Avete notato tutti la massa di critiche – anche di insulti – che si è riversata sugli schermi e sui giornali contro Greta Thunberg negli ultimi giorni. E’ stato un po’ come se il museo egizio avesse dato una bella ripulita alle cantine e messo sul marciapiede un po’ di mummie mezze sbendate, magari semoventi, come nei film. Le mummie del clima: in maggioranza persone anziane che cercano disperatamente di opporsi alla marea montante di dati e di fatti che confermano la realtà del cambiamento climatico e il pericolo che abbiamo di fronte.
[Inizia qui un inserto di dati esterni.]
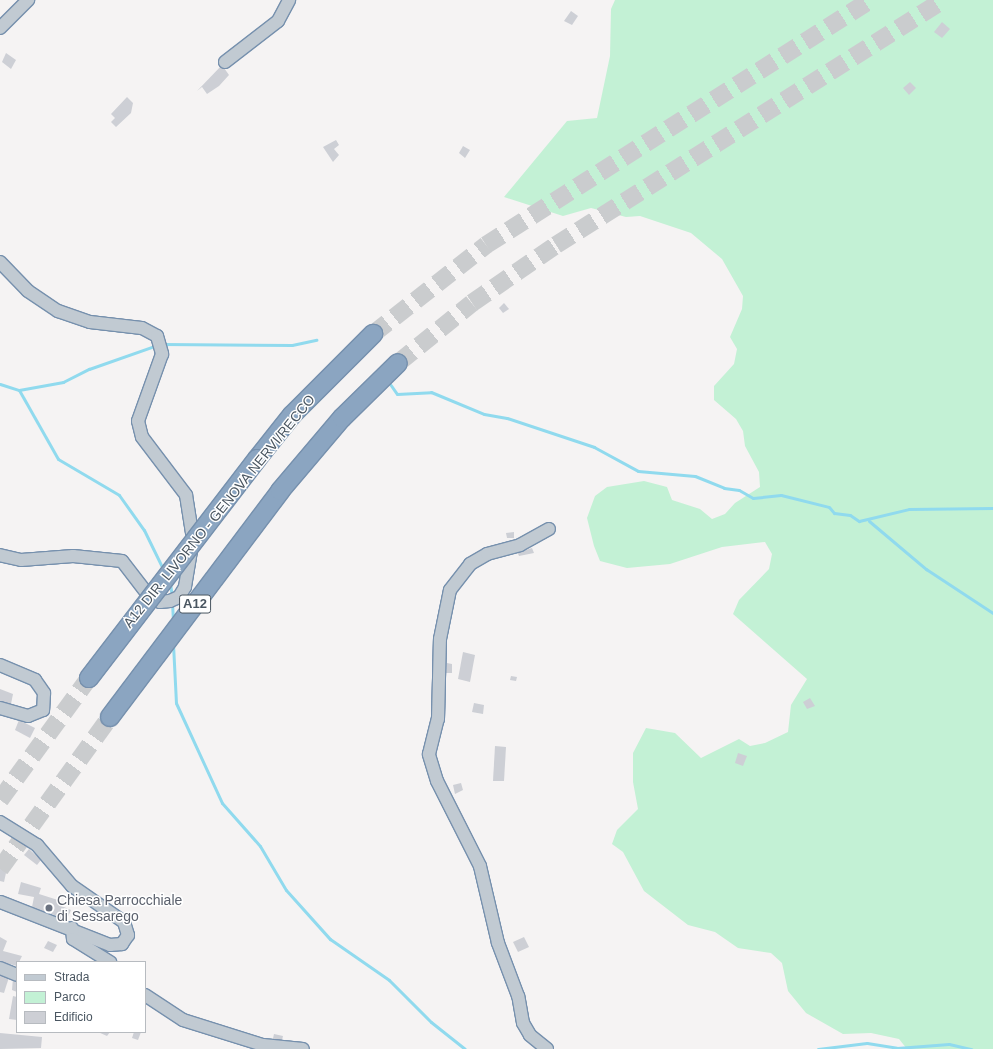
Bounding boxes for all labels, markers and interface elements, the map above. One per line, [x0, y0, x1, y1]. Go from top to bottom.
street label: A12 DIR. LIVORNO - GENOVA NERVI/RECCO [119, 391, 319, 631]
road number: A12 [179, 593, 211, 615]
place label: Chiesa Parrocchiale di Sessarego [57, 892, 182, 924]
marker: Chiesa Parrocchiale di Sessarego [44, 903, 54, 913]
legend [16, 961, 146, 1033]
text: Strada [54, 970, 89, 984]
text: Parco [54, 990, 85, 1004]
text: Edificio [54, 1010, 93, 1024]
Chi ha fatto la peggior figura in questa marcia delle mummie direi che è stato il povero Carlo Rubbia con il suo disgraziato intervento al Senato del 2014. Fra le imprecisioni e la grande confusione, è stato un disastro, ma è stato ritirato fuori per la campagna anti-Greta. Così Rubbia rischia di essere ricordato più per gli strafalcioni che ha detto in questo filmato che per il lavoro nella fisica delle particelle che gli ha portato il Nobel. Così va la vita, se volete una critica puntuale alle affermazioni di Rubbia, la trovate qui.
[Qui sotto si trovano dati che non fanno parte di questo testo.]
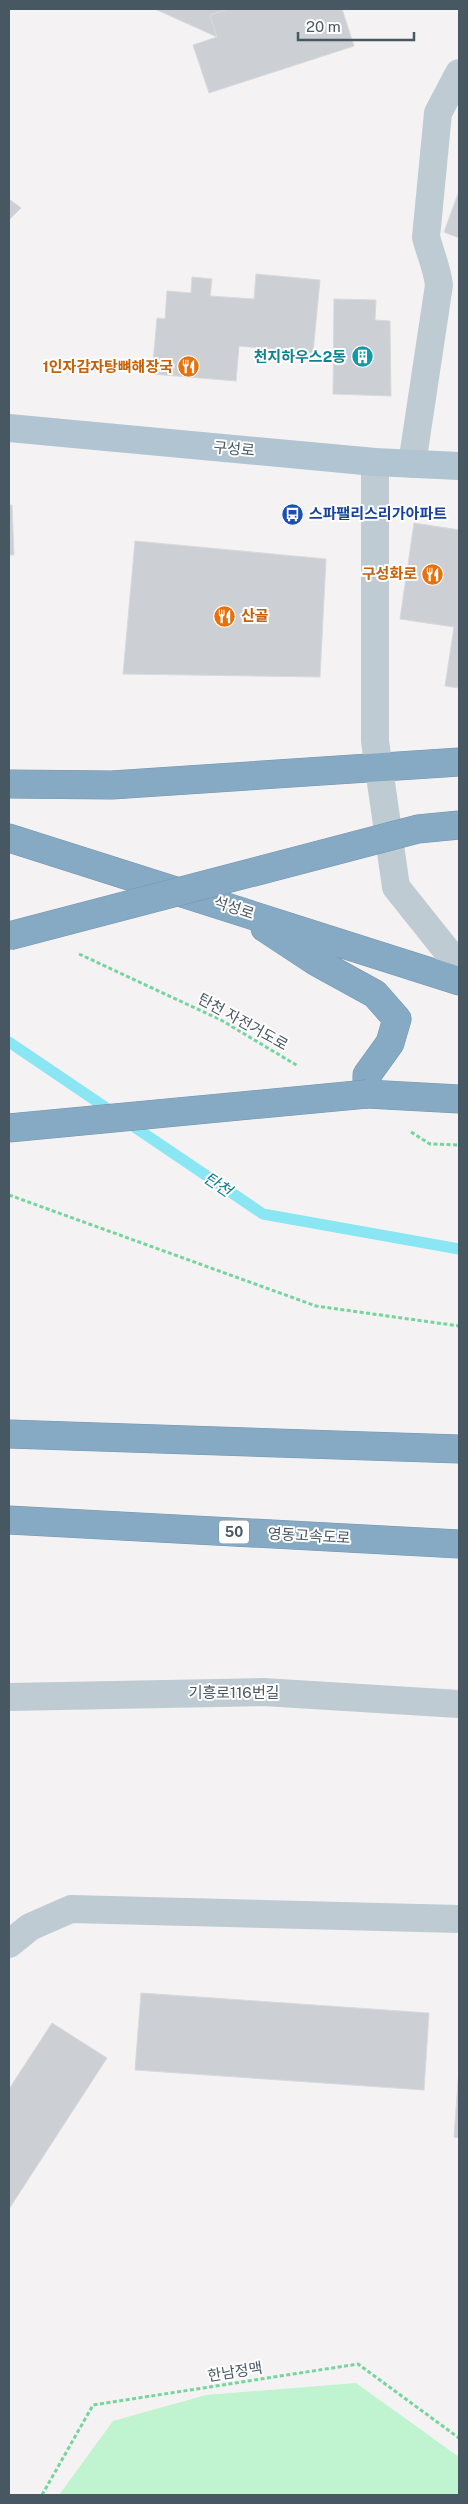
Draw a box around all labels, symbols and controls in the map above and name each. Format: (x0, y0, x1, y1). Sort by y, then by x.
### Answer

Poi, la marcia delle mummie includeva anche i vari giornalisti, da Vittorio Feltri a Nicola Porro, nessuno dei quali sa qualcosa di clima ma che si sono sfogati non poco a insultare la Thunberg, come pure hanno fatto i molteplici troll sui commenti dei vari media. Diciamo che se qualcuno se la prende con te, vuol dire che stai avendo un impatto. E poi è rispuntato Franco Battaglia, docente all’università di Modena, che non ha nessuna qualifica sul clima e che da anni non fa più nemmeno lo scienziato, ma che continua a criticare la scienza del clima. Ma Lilli Gruber ha avuto la faccia tosta di presentarlo come “esperto di clima” nella sua trasmissione, Otto e Mezzo, senza nemmeno degnarsi di invitare un vero esperto per controbattere. Mi sa che alla marcia delle mummie accettano un po’ tutti, come alle marce di beneficenza.
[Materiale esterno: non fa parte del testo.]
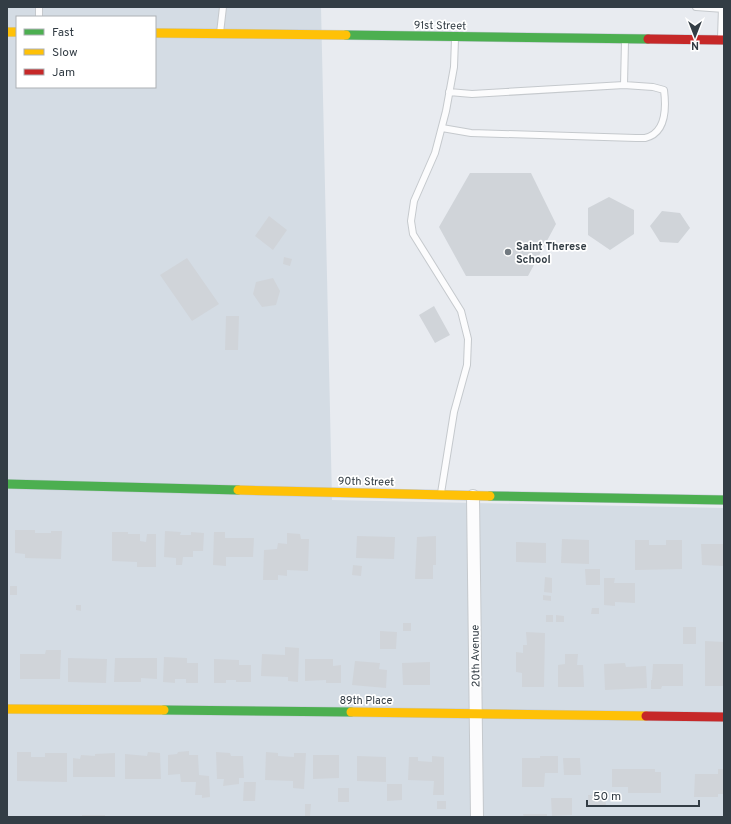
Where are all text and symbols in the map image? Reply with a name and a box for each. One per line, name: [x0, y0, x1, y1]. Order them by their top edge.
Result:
legend: [16, 16, 156, 88]
north arrow: [675, 16, 715, 56]
street label: 91st Street: [414, 19, 466, 33]
text: Fast: [52, 25, 74, 41]
text: N: [691, 38, 699, 52]
text: Slow: [52, 45, 78, 61]
text: Jam: [52, 65, 75, 81]
place label: Saint Therese School: [516, 240, 587, 267]
marker: Saint Therese School: [503, 247, 513, 257]
street label: 90th Street: [338, 475, 394, 489]
street label: 20th Avenue: [468, 624, 484, 688]
street label: 89th Place: [339, 694, 393, 708]
scale bar: [587, 782, 699, 808]
text: 50 m: [593, 789, 621, 805]

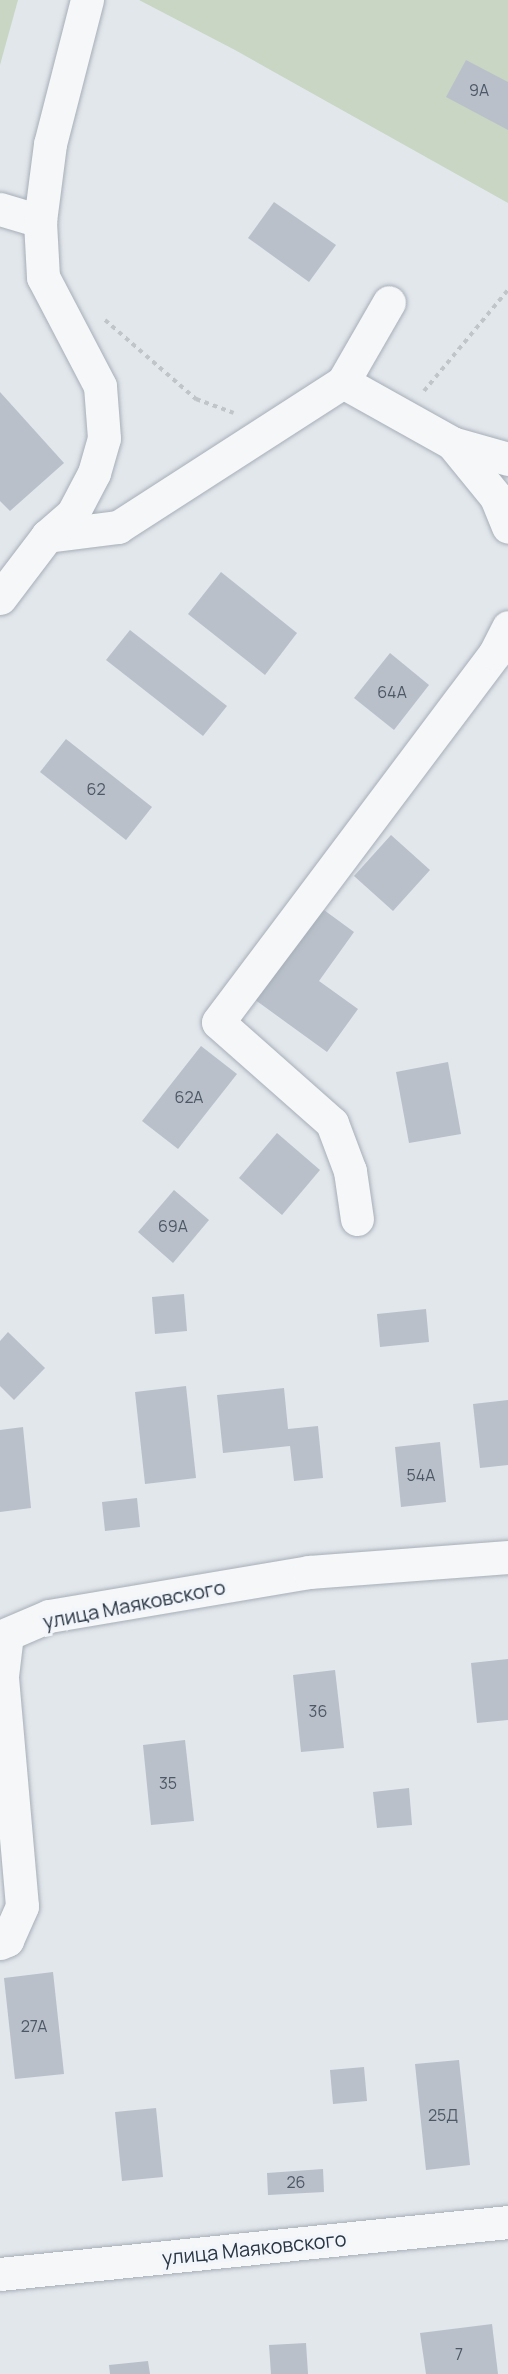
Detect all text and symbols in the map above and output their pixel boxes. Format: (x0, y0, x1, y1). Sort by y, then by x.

E infine, la “petizione dei 500”, descritti a volte come “scienziati importanti”, che sostengono che non esiste un’emergenza climatica. Di questi, gli italiani sembra siano i più numerosi (purtroppo): erano circa 80 all’inizio, adesso sono 145. Ma chi sono questi? E quanto conta la loro opinione? Per cominciare, diciamo che secondo l’Unesco nel mondo ci sono circa sette milioni di scienziati. Abbastanza per poterne sempre trovare qualche centinaio che si vogliano pronunciare in favore di qualche stramberia: Ufo, energia infinita, antivaccinismo, allunaggi inesistenti e quello che volete. Che in tutto il mondo non ne abbiano trovati più di 500 che abbiano firmato questa petizione sul clima ce la dice molto lunga su quanto sia comunemente accettata la scienza del clima fra gli scienziati. In effetti, si parla di una percentuale di adesione all’interpretazione corrente dell’ordine del 97% fra gli esperti di clima. Tanto per dire, una petizione che dice esattamente il contrario, ovvero è in supporto di Greta Thunberg, ha raccolto parecchie migliaia di firme fra gli scienziati. Per non dire poi che la grandissima maggioranza dei “500” non hanno qualifiche nella scienza del clima: fra gli italiani ci trovo il solo Franco Prodi che di clima ne dovrebbe sapere almeno qualcosa, ma intruppato nella marcia delle mummie mi sa che stia facendo la stessa figuraccia che ha fatto Carlo Rubbia.
A parte le mummie, tuttavia, va anche detto che la campagna anti-Greta ha avuto un certo successo: per esempio, ho ricevuto personalmente messaggi da persone che non avevano mai visto prima il disgraziato filmato di Rubbia e ne erano state impressionate. Non c’è da stupirsene: l’azione della Thunberg ha dato una visibilità che prima non c’era al tema del clima e, di riflesso, anche alle varie interpretazioni negative della scienza del clima. E’ normale nel dibattito politico, ed è meglio così. Più si parla di clima, più speranze abbiamo che si riesca a fare qualcosa prima che sia troppo tardi.